┌─ DATA
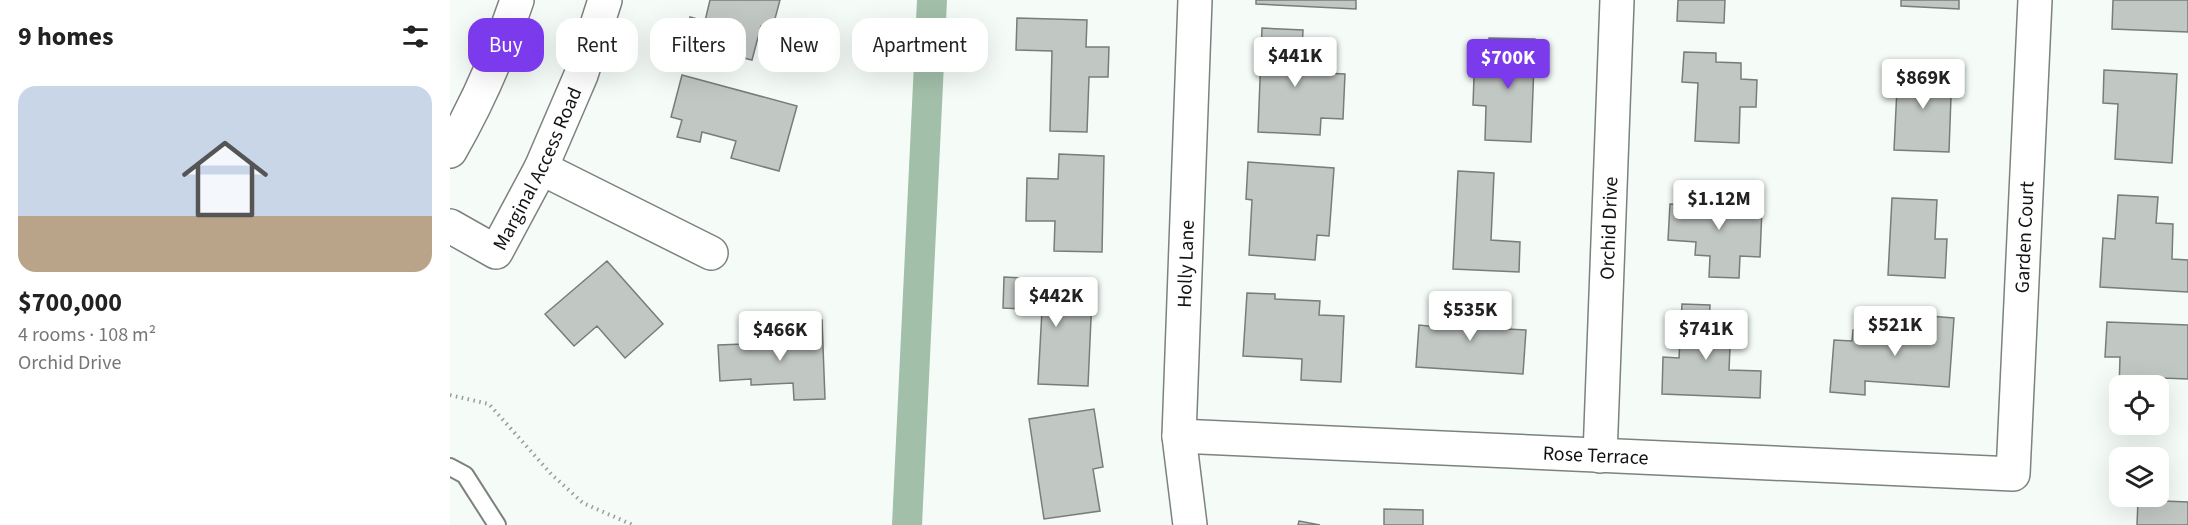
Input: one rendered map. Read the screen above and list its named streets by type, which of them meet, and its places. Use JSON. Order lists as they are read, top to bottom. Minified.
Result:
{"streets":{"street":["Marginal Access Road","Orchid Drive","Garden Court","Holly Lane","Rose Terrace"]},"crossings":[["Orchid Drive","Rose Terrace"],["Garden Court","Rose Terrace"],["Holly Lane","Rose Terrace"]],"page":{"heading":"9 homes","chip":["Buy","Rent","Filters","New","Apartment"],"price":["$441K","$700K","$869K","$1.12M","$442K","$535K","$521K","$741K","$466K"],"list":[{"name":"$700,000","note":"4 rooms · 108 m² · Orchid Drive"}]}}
└─
┌─ DATA
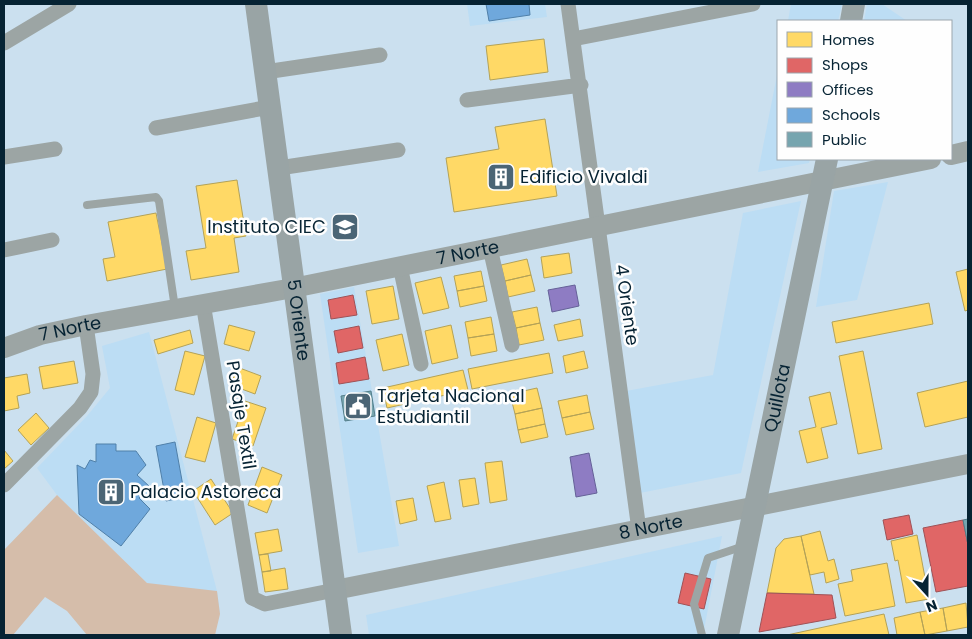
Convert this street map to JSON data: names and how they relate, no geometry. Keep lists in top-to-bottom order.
└─
**TASK TO CARRY OUT**
Scan the entries above and return each line that holds "bottom".

**RESULT**
Input: one rendered map. Read the screen above and list its named streets by type, which of them meet, and its places. Use JSON. Order lists as they are read, top to bottom. Minified.
Convert this street map to JSON data: names and how they relate, no geometry. Keep lists in top-to-bottom order.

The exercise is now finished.